AIM OF THE TASK: Write out the records that follow exactly. Do not include pictures.

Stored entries
▶

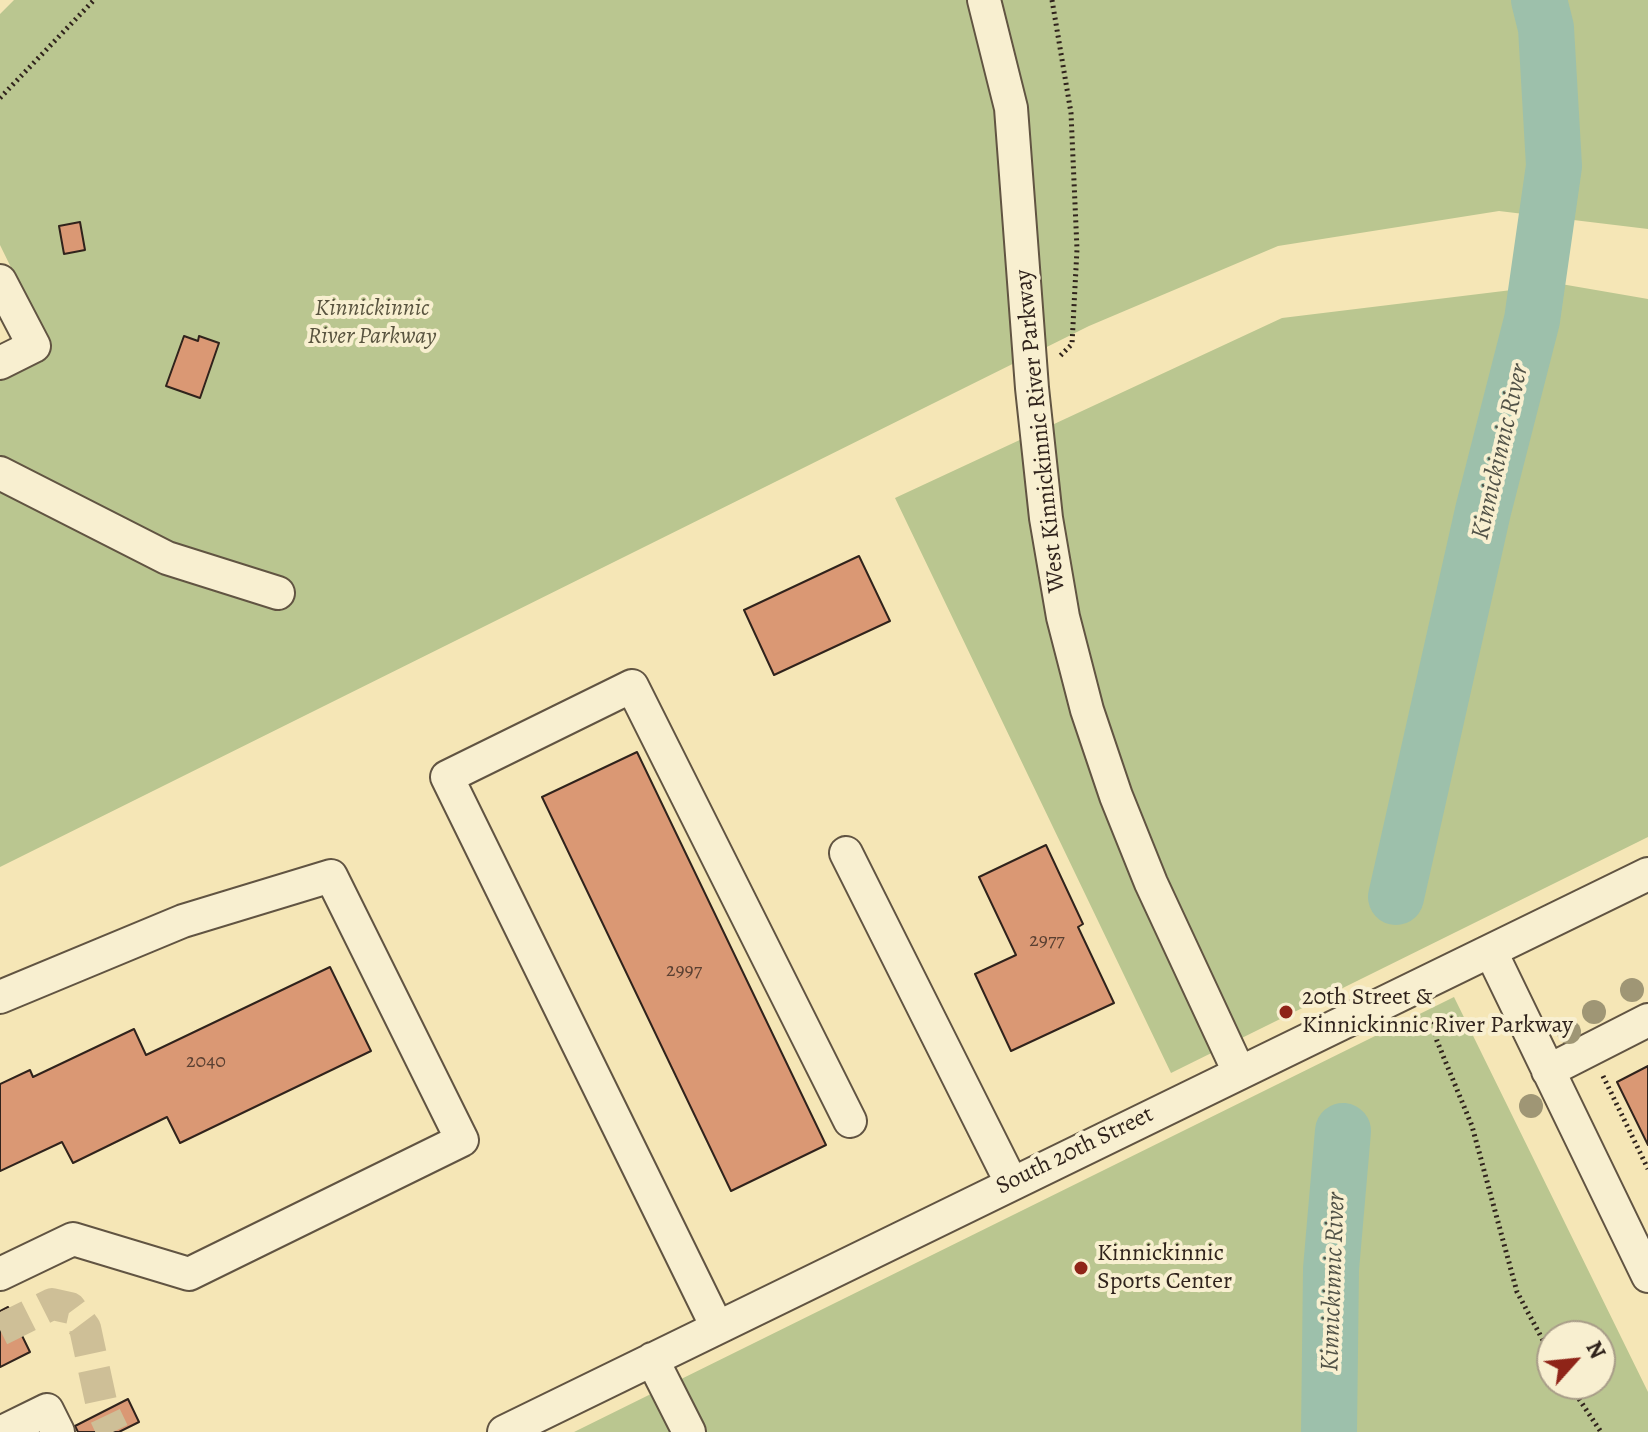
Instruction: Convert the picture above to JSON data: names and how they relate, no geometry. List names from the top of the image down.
{
  "streets": {
    "street": ["West Kinnickinnic River Parkway", "South 20th Street"]
  },
  "crossings": [
    ["West Kinnickinnic River Parkway", "South 20th Street"]
  ],
  "water": ["Kinnickinnic River"],
  "parks": ["Kinnickinnic River Parkway"],
  "places": ["20th Street & Kinnickinnic River Parkway", "Kinnickinnic Sports Center"],
  "house_numbers": ["2977", "2997", "2040"],
  "north": "top right"
}
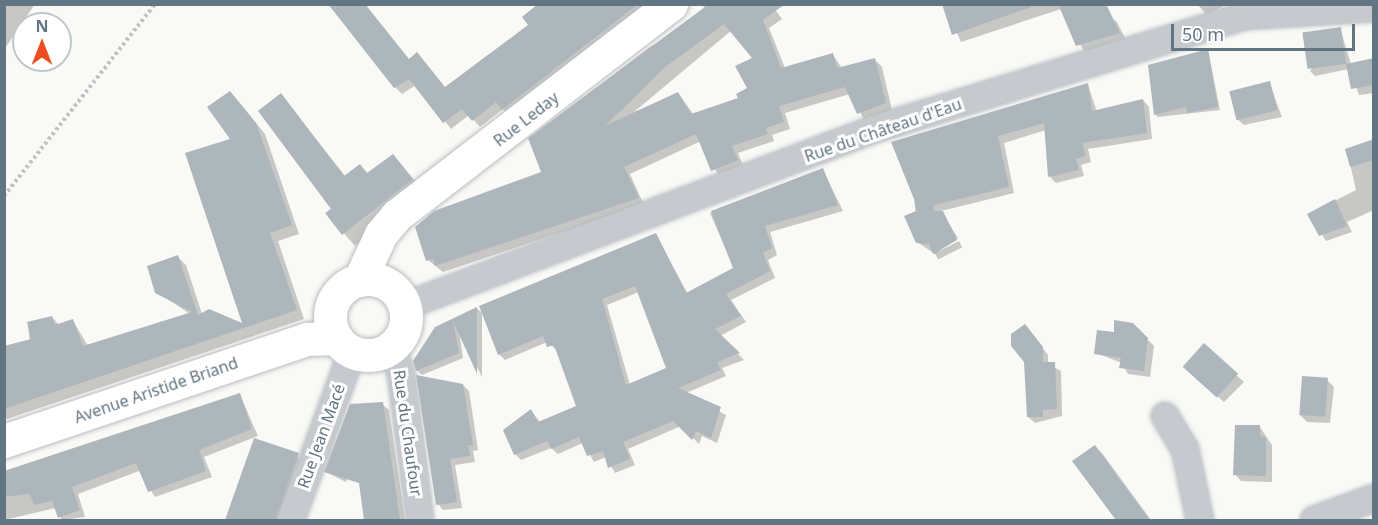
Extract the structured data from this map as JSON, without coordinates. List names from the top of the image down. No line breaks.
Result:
{"streets":{"main road":["Rue Leday","Avenue Aristide Briand"],"street":["Rue du Château d'Eau","Rue du Chaufour","Rue Jean Macé"]},"crossings":[["Rue Leday","Rue du Château d'Eau"],["Rue Leday","Avenue Aristide Briand"],["Rue Leday","Rue du Chaufour"],["Rue Leday","Rue Jean Macé"],["Rue du Château d'Eau","Avenue Aristide Briand"],["Rue du Château d'Eau","Rue du Chaufour"],["Rue du Château d'Eau","Rue Jean Macé"],["Avenue Aristide Briand","Rue du Chaufour"],["Avenue Aristide Briand","Rue Jean Macé"],["Rue du Chaufour","Rue Jean Macé"]],"scale_bar":"50 m","north":"top"}
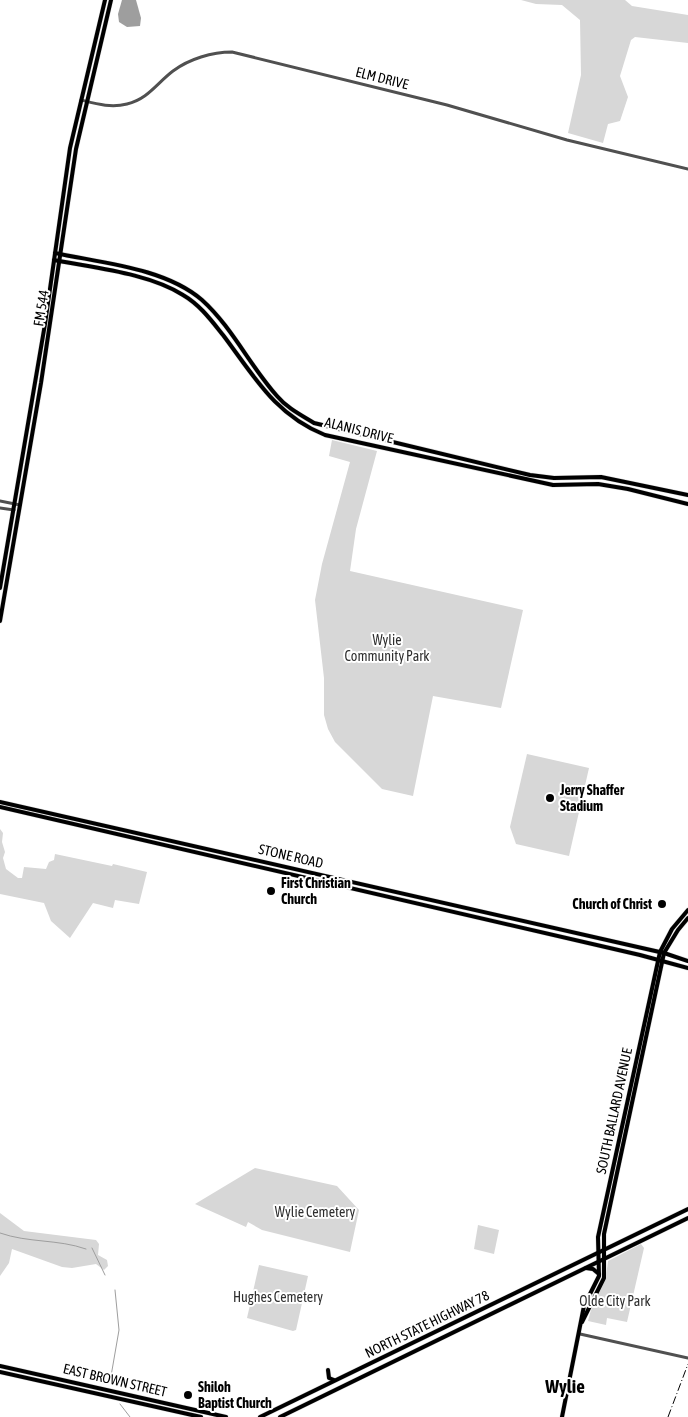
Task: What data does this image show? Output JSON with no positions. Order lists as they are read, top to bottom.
{
  "streets": {
    "main road": [
      "FM 544",
      "ALANIS DRIVE",
      "STONE ROAD",
      "SOUTH BALLARD AVENUE",
      "NORTH STATE HIGHWAY 78",
      "EAST BROWN STREET"
    ],
    "street": ["ELM DRIVE"]
  },
  "crossings": [
    ["ELM DRIVE", "FM 544"],
    ["FM 544", "ALANIS DRIVE"],
    ["STONE ROAD", "SOUTH BALLARD AVENUE"],
    ["SOUTH BALLARD AVENUE", "NORTH STATE HIGHWAY 78"]
  ],
  "districts": ["Wylie"],
  "parks": [
    "Wylie Community Park",
    "Wylie Cemetery",
    "Hughes Cemetery",
    "Olde City Park"
  ],
  "places": [
    "Jerry Shaffer Stadium",
    "First Christian Church",
    "Church of Christ",
    "Shiloh Baptist Church"
  ]
}
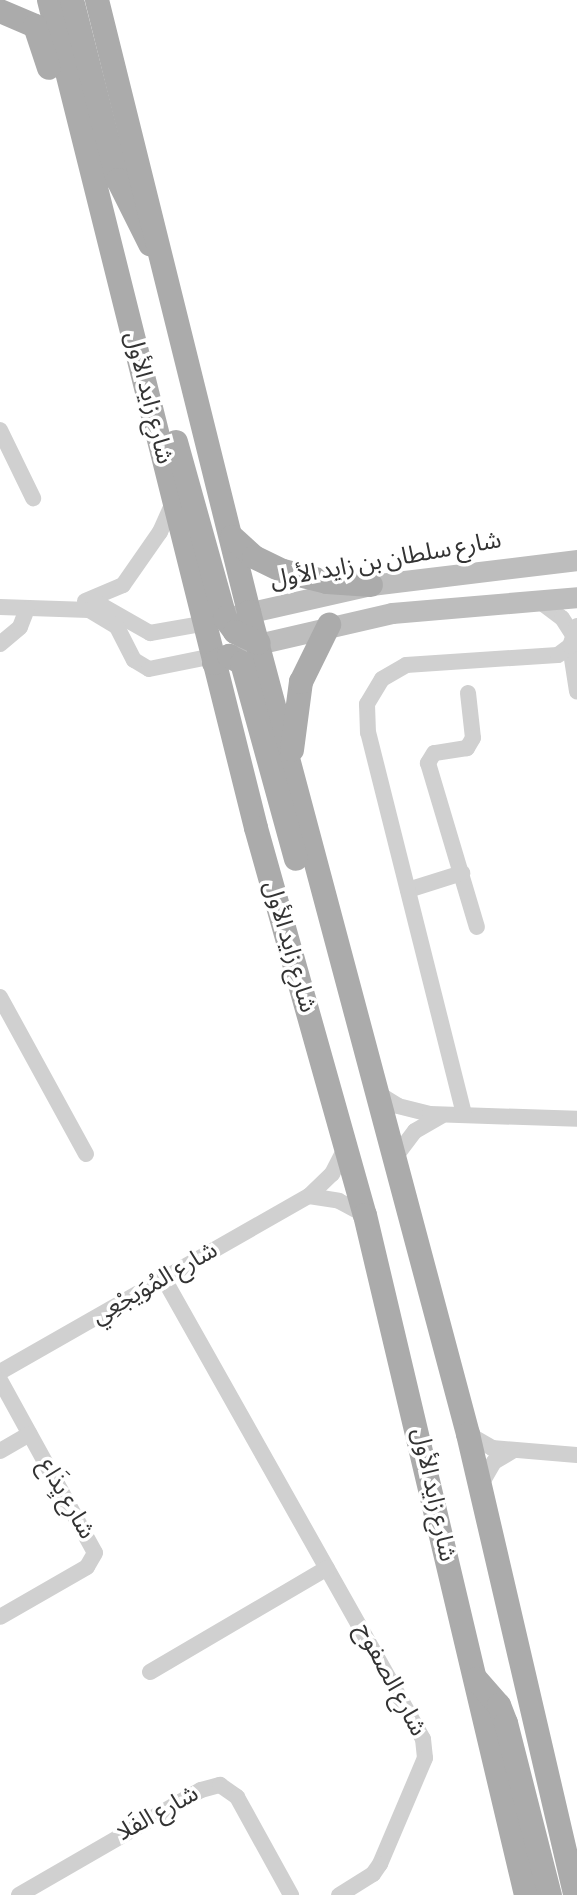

◀

EXERCISE OUTPUT:
Instruction: Convert the picture above to JSON data: names and how they relate, no geometry. List names from the top of the image down.
{
  "streets": {
    "street": ["West Kinnickinnic River Parkway", "South 20th Street"]
  },
  "crossings": [
    ["West Kinnickinnic River Parkway", "South 20th Street"]
  ],
  "water": ["Kinnickinnic River"],
  "parks": ["Kinnickinnic River Parkway"],
  "places": ["20th Street & Kinnickinnic River Parkway", "Kinnickinnic Sports Center"],
  "house_numbers": ["2977", "2997", "2040"],
  "north": "top right"
}
Extract the structured data from this map as JSON, without coordinates. List names from the top of the image down. No line breaks.
Result:
{"streets":{"main road":["Rue Leday","Avenue Aristide Briand"],"street":["Rue du Château d'Eau","Rue du Chaufour","Rue Jean Macé"]},"crossings":[["Rue Leday","Rue du Château d'Eau"],["Rue Leday","Avenue Aristide Briand"],["Rue Leday","Rue du Chaufour"],["Rue Leday","Rue Jean Macé"],["Rue du Château d'Eau","Avenue Aristide Briand"],["Rue du Château d'Eau","Rue du Chaufour"],["Rue du Château d'Eau","Rue Jean Macé"],["Avenue Aristide Briand","Rue du Chaufour"],["Avenue Aristide Briand","Rue Jean Macé"],["Rue du Chaufour","Rue Jean Macé"]],"scale_bar":"50 m","north":"top"}
Task: What data does this image show? Output JSON with no positions. Order lists as they are read, top to bottom.
{
  "streets": {
    "main road": [
      "FM 544",
      "ALANIS DRIVE",
      "STONE ROAD",
      "SOUTH BALLARD AVENUE",
      "NORTH STATE HIGHWAY 78",
      "EAST BROWN STREET"
    ],
    "street": ["ELM DRIVE"]
  },
  "crossings": [
    ["ELM DRIVE", "FM 544"],
    ["FM 544", "ALANIS DRIVE"],
    ["STONE ROAD", "SOUTH BALLARD AVENUE"],
    ["SOUTH BALLARD AVENUE", "NORTH STATE HIGHWAY 78"]
  ],
  "districts": ["Wylie"],
  "parks": [
    "Wylie Community Park",
    "Wylie Cemetery",
    "Hughes Cemetery",
    "Olde City Park"
  ],
  "places": [
    "Jerry Shaffer Stadium",
    "First Christian Church",
    "Church of Christ",
    "Shiloh Baptist Church"
  ]
}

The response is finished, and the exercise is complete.